__TASK INSTRUCTIONS__: Your task is to find every line in the records that holds the string "read" and copy it.
Start of LISTED ENTRIES
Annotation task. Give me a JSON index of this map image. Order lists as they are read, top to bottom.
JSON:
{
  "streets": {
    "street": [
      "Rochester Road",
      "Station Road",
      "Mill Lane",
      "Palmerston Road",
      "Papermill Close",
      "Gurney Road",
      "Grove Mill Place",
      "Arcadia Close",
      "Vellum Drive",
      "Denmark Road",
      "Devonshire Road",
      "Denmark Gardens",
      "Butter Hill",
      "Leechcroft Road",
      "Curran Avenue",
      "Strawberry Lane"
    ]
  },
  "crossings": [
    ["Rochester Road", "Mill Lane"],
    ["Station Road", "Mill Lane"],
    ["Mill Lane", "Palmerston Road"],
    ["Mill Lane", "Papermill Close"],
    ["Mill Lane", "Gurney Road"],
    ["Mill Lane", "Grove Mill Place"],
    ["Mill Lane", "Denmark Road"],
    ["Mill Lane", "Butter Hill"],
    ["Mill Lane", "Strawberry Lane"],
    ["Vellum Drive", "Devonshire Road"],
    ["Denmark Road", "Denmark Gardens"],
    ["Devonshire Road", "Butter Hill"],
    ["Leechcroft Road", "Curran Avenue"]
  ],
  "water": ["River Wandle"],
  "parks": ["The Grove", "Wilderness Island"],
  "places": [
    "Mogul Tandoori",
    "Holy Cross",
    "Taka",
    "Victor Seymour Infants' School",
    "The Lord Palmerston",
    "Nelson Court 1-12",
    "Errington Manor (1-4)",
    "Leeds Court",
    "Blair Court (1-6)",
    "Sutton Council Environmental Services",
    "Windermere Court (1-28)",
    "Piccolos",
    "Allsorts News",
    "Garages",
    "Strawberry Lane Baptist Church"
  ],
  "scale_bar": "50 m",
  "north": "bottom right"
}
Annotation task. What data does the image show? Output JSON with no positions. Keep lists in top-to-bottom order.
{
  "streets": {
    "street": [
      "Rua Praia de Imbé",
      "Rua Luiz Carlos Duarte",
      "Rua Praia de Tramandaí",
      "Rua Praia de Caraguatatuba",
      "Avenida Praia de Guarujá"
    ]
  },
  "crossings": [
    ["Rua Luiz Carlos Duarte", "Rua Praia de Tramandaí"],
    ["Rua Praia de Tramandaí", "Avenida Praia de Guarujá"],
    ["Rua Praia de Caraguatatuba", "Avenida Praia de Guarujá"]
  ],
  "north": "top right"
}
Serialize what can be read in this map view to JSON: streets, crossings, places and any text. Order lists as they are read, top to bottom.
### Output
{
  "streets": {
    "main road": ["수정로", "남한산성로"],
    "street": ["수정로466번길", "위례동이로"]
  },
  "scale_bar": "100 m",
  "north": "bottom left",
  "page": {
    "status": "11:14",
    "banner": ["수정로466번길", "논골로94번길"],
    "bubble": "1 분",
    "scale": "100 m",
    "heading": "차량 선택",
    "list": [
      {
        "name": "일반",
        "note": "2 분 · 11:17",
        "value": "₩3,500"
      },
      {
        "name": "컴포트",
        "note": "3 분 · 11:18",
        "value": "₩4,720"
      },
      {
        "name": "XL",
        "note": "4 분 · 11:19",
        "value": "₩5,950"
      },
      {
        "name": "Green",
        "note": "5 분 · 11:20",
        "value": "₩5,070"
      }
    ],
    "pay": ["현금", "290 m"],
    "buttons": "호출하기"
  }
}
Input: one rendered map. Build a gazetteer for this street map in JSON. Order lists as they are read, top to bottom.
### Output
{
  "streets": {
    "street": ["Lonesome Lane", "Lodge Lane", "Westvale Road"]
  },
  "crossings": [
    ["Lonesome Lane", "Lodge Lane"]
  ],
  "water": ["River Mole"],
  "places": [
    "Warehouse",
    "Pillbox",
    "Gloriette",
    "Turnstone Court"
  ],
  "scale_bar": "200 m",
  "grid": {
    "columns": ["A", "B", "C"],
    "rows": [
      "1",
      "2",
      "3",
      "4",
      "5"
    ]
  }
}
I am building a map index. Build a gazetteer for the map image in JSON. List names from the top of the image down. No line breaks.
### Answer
End of LISTED ENTRIES
__TASK SOLUTION__:
Annotation task. Give me a JSON index of this map image. Order lists as they are read, top to bottom.
Serialize what can be read in this map view to JSON: streets, crossings, places and any text. Order lists as they are read, top to bottom.
Input: one rendered map. Build a gazetteer for this street map in JSON. Order lists as they are read, top to bottom.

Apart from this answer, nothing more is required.